For any football team, you have the goalkeeper, defenders, midfielders, strikers and the coach. These entities blend together so as to secure victory for their team.

Wednesday, June 29, 2016
John Rao Nyaoro (PhD)

For any football team, you have the goalkeeper, defenders, midfielders, strikers and the coach. These entities blend together so as to secure victory for their team.

Separately, they would achieve nothing, for it is through team work (cooperation) that the eleven players can face their opponents (challenges) and win.

The players are organised into two teams; on the one hand is the Nile Basin States, namely, Burundi, DR Congo, Egypt, Eritrea, Ethiopia, Kenya, Rwanda, South Sudan, Sudan, Tanzania and Uganda; and on the other, all the drivers including poverty, population growth, environmental degradation, climate change and natural variability, among others.

Each team is chasing a piece of skin (the scarce Nile River water resources for their livelihood) to drive into the opponent’s net and win the game.

On that basis, a lone Nile Basin player cannot assume all the positions and win the game. It takes each player to focus on their key role in the grand scheme of things – the team and the game – for them to achieve their common goal.

Ten of these countries have agreed to work together under a unique cooperation programme coordinated by the Nile Basin Initiative (NBI) to achieve a common goal – improve the livelihoods of the more than 437 million Nile Basin citizens, in the wake of shared risks and challenges affecting their shared resource, the River Nile. Eritrea participates as an observer.

Just like in football, where players avoid errors such as scoring own goals or being caught offside, the NBI has created an atmosphere of trust through which Member States can work as a team, exchanging ideas and expressing occasional dissatisfaction while still respecting each ‘player’s’ importance to overall sustainability of the river.

Seventeen years since it was established, NBI has promoted cooperation by overcoming a legacy of distrust and challenges between countries in terms of politics, water demands and development status.

Where there was limited capacity in the water sector at national and regional level, NBI has sponsored hundreds of individuals to undergo both academic and hands-on training in water-related courses.

Today, water resources projects are considered for their basin-wide implications, and the potential for shared benefits from more equitable and reasonable sharing of the resource, is fully understood.

NBI has successfully created an enabling environment for sustainable and equitable development of the Nile Basin water resources. Trans-boundary cooperation has advanced regional integration through identifying and developing joint investments.

By working to improve food, energy and water security as well as trade and incomes, transformational change is being achieved.

These benefits are clearly visible in the region, including regional power interconnection and hydropower projects between Ethiopia and Kenya, and Tanzania, Rwanda, Burundi and Uganda.

Additional projects are proving to be transformative as well as improving the resilience of some of the poorest communities in the basin.
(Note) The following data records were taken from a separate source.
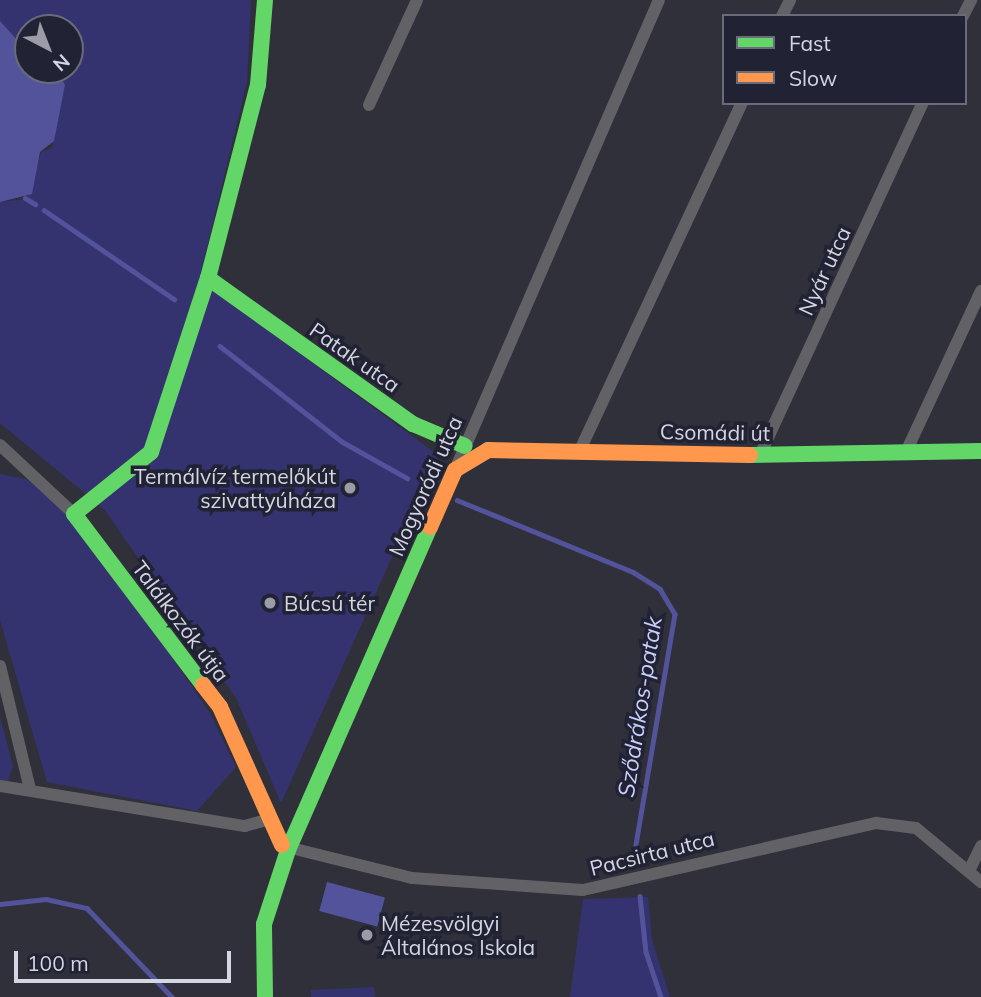 <!DOCTYPE html>
<html>
<head>
<meta charset="utf-8">
<style>
	body { margin:0 }
	#map { position:relative; width:981px; height:997px; overflow:hidden; background:#30303a; font-family:Mulish,sans-serif }
	div>[style] { position:absolute }
	.green>* { inset:0; background:#343370 }
	.water>* { inset:0; background:#53539c; transform-origin:0 0 }
	.stream>* { height:4.5px; margin:-2.25px; padding:0 2.25px; transform-origin:2.25px; border-radius:2.25px; background:#53539c }
	.street>* { height:12px; margin:-6px; padding:0 6px; transform-origin:6px; border-radius:6px; background:#626266 }
	.fast>* { height:16px; margin:-8px; padding:0 8px; transform-origin:8px; border-radius:8px; background:#63d668 }
	.slow>* { height:16px; margin:-8px; padding:0 8px; transform-origin:8px; border-radius:8px; background:#ff974d }
	.dots>* { width:19px; height:19px; translate:-50% -50%; box-sizing:border-box; border:4px solid #212335; border-radius:50% }
	span { translate:-50% -50%; white-space:nowrap; text-align:center; line-height:1.15; -webkit-text-stroke:7px #212335; paint-order:stroke }
	.street-label { font-size:21px; color:#d4d6e2 }
	.poi-label { font-size:21px; color:#d4d6e2 }
	.right { translate:-100% -50%; text-align:right }
	.left { translate:0 -50%; text-align:left }
	.water-label { font-size:23px; color:#cacffc; font-style:italic }
	.legend { position:absolute; left:722px; top:14px; width:245px; height:91px; box-sizing:border-box; background:#212335; border:2px solid #696b7a; margin:0; padding:9px 12px; list-style:none; font-size:21px; color:#d4d6e2 }
	.legend li { display:flex; align-items:center; gap:14px; height:35px }
	.legend b { width:35px; border:2px solid #696b7a }
	.north { position:absolute; left:14px; top:14px; width:70px; height:70px; box-sizing:border-box; background:#212335; border:2px solid #696b7a; border-radius:50%; rotate:138deg; font-size:19px; font-weight:700; line-height:28px; text-align:center; color:#d4d6e2 }
	.north::after { content:''; display:block; margin:auto; width:24px; height:32px; background:#9b9ca7; clip-path:polygon(50% 0,100% 100%,50% 72%,0 100%) }
	.scale { position:absolute; left:14px; top:951px; width:217px; height:32px; box-sizing:border-box; border:4px solid #d4d6e2; border-top:0; padding-left:9px; font-size:21px; line-height:24px; white-space:nowrap; color:#d4d6e2; -webkit-text-stroke:5px #212335; paint-order:stroke }
</style>
</head>
<body>
<div id="map">
	<div class="green">
		<div style="clip-path:polygon(0 0,251px 0,247px 82px,199px 280px,438px 455px,281px 803px,236px 698px,104px 509px,0 423px,0 202px,27px 199px,41px 152px,52px 148px,65px 85px,57px 70px,70px 70px,70px 28px,28px 28px,28px 52px,0 21px)"></div>
		<div style="clip-path:polygon(0 474px,26px 479px,74px 514px,210px 713px,236px 767px,197px 811px,47px 782px,0 620px)"></div>
		<div style="clip-path:polygon(0 717px,13px 766px,8px 781px,0 780px)"></div>
		<div style="clip-path:polygon(648px 897px,652px 940px,670px 997px,570px 997px,583px 899px)"></div>
		<div style="clip-path:polygon(374px 987px,375px 997px,311px 997px,311px 990px)"></div>
	</div>
	<div class="water">
		<div style="clip-path:polygon(0 21px,28px 52px,28px 70px,57px 70px,65px 85px,54px 141px,40px 152px,32px 194px,0 202px)"></div>
		<div style="left:327px;top:882px;width:60px;height:30px;rotate:15deg"></div>
	</div>
	<div class="stream">
		<div style="left:25px;top:198px;width:12px;rotate:31deg"></div>
		<div style="left:44px;top:210px;width:158px;rotate:34.4deg"></div>
		<div style="left:220px;top:346px;width:154px;rotate:38.1deg"></div>
		<div style="left:341px;top:441px;width:76px;rotate:29.3deg"></div>
		<div style="left:457px;top:500px;width:190px;rotate:22.2deg"></div>
		<div style="left:633px;top:572px;width:32px;rotate:32deg"></div>
		<div style="left:660px;top:589px;width:29px;rotate:59deg"></div>
		<div style="left:675px;top:614px;width:234px;rotate:99.6deg"></div>
		<div style="left:640px;top:896px;width:56px;rotate:83.9deg"></div>
		<div style="left:646px;top:952px;width:47px;rotate:71.6deg"></div>
		<div style="left:0;top:904px;width:46px;rotate:-6.2deg"></div>
		<div style="left:46px;top:899px;width:42px;rotate:12.4deg"></div>
		<div style="left:87px;top:908px;width:123px;rotate:46.3deg"></div>
	</div>
	<div class="street">
		<div style="left:782px;top:16px;width:18px;rotate:-63deg"></div>
		<div style="left:963px;top:16px;width:18px;rotate:-63deg"></div>
		<div style="left:369px;top:105px;width:115px;rotate:-65.4deg"></div>
		<div style="left:0;top:445px;width:101px;rotate:43deg"></div>
		<div style="left:580px;top:450px;width:383px;rotate:-65deg"></div>
		<div style="left:905px;top:454px;width:180px;rotate:-65deg"></div>
		<div style="left:760px;top:455px;width:388px;rotate:-65.2deg"></div>
		<div style="left:455px;top:470px;width:512px;rotate:-66.54deg"></div>
		<div style="left:0;top:666px;width:127px;rotate:76.3deg"></div>
		<div style="left:0;top:786px;width:248px;rotate:9.3deg"></div>
		<div style="left:245px;top:826px;width:25px;rotate:-16deg"></div>
		<div style="left:283px;top:846px;width:133px;rotate:13.9deg"></div>
		<div style="left:412px;top:878px;width:171px;rotate:4deg"></div>
		<div style="left:583px;top:890px;width:301px;rotate:-12.9deg"></div>
		<div style="left:876px;top:823px;width:40px;rotate:7.1deg"></div>
		<div style="left:916px;top:828px;width:85px;rotate:39.7deg"></div>
		<div style="left:969px;top:871px;width:28px;rotate:-64deg"></div>
	</div>
	<div class="fast">
		<div style="left:208px;top:278px;width:252px;rotate:35.5deg"></div>
		<div style="left:413px;top:424px;width:56px;rotate:22.9deg"></div>
		<div style="left:750px;top:455px;width:231px;rotate:-1deg"></div>
		<div style="left:203px;top:685px;width:214px;rotate:-127deg"></div>
		<div style="left:74px;top:514px;width:99px;rotate:-38.8deg"></div>
		<div style="left:151px;top:452px;width:183px;rotate:-71.9deg"></div>
		<div style="left:208px;top:278px;width:199px;rotate:-75.5deg"></div>
		<div style="left:258px;top:85px;width:85px;rotate:-85.3deg"></div>
		<div style="left:265px;top:997px;width:73px;rotate:-90.8deg"></div>
		<div style="left:264px;top:924px;width:78px;rotate:-72deg"></div>
		<div style="left:288px;top:850px;width:353px;rotate:-66.3deg"></div>
	</div>
	<div class="slow">
		<div style="left:430px;top:527px;width:62px;rotate:-66.3deg"></div>
		<div style="left:455px;top:470px;width:39px;rotate:-31deg"></div>
		<div style="left:488px;top:450px;width:262px;rotate:1.1deg"></div>
		<div style="left:203px;top:685px;width:28px;rotate:52deg"></div>
		<div style="left:220px;top:707px;width:151px;rotate:65.8deg"></div>
	</div>
	<div class="dots">
		<div style="left:350px;top:488px;background:#9b9ca7"></div>
		<div style="left:270px;top:603px;background:#9b9ca7"></div>
		<div style="left:367px;top:935px;background:#9b9ca7"></div>
	</div>
	<div class="street-label">
		<span style="left:824px;top:271px;rotate:-65deg">Nyár utca</span>
		<span style="left:355px;top:357px;rotate:35deg">Patak utca</span>
		<span style="left:715px;top:432px;rotate:1deg">Csomádi út</span>
		<span style="left:425px;top:486px;rotate:-66deg">Mogyoródi utca</span>
		<span style="left:181px;top:621px;rotate:53deg">Találkozók útja</span>
		<span style="left:652px;top:853px;rotate:-14deg">Pacsirta utca</span>
	</div>
	<div class="poi-label">
		<span class="right" style="left:336px;top:488px">Termálvíz termelőkút<br>szivattyúháza</span>
		<span class="left" style="left:284px;top:603px">Búcsú tér</span>
		<span class="left" style="left:381px;top:935px">Mézesvölgyi<br>Általános Iskola</span>
	</div>
	<div class="water-label">
		<span style="left:640px;top:707px;rotate:-81deg">Sződrákos-patak</span>
	</div>
	<ul class="legend">
	<li><b style="height:9px;background:#63d668"></b>Fast</li>
	<li><b style="height:9px;background:#ff974d"></b>Slow</li>
	</ul>
	<div class="north">N</div>
	<div class="scale">100 m</div>
</div>
</body>
</html>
Once fully implemented, these projects promise to benefit nearly 30 million people in the next 10 years.

At least 7 million people will have improved food security from the watershed and agriculture irrigation projects, over 3 million people will have better access to water for sanitation and some 22 million people are expected to become more energy secure through more reliable power supply and lower power-generation costs.

One project recently commissioned is the Ethiopia/Sudan interconnection hydropower project – this is already benefiting 1.4 million people in both countries.

The upcoming Annual Nile Council of Ministers (Nile-COM) meeting on July 14, 2016, in Entebbe, Uganda will see Water Affairs ministers from the region deliberate on how to expedite implementation of already prepared projects so as to contribute to improved livelihoods of the people.

The ministers will also discuss how to achieve basin-wide Nile Cooperation, given that the latter is not a choice but a necessity.

On that day, Tanzania’s Minister of Water and Irrigation, Eng. Gerson Lwenge, will pass the captain’s arm band to Uganda’s Minister of Water and Environment, Hon. Sam Cheptoris, as the team continues to play for victory.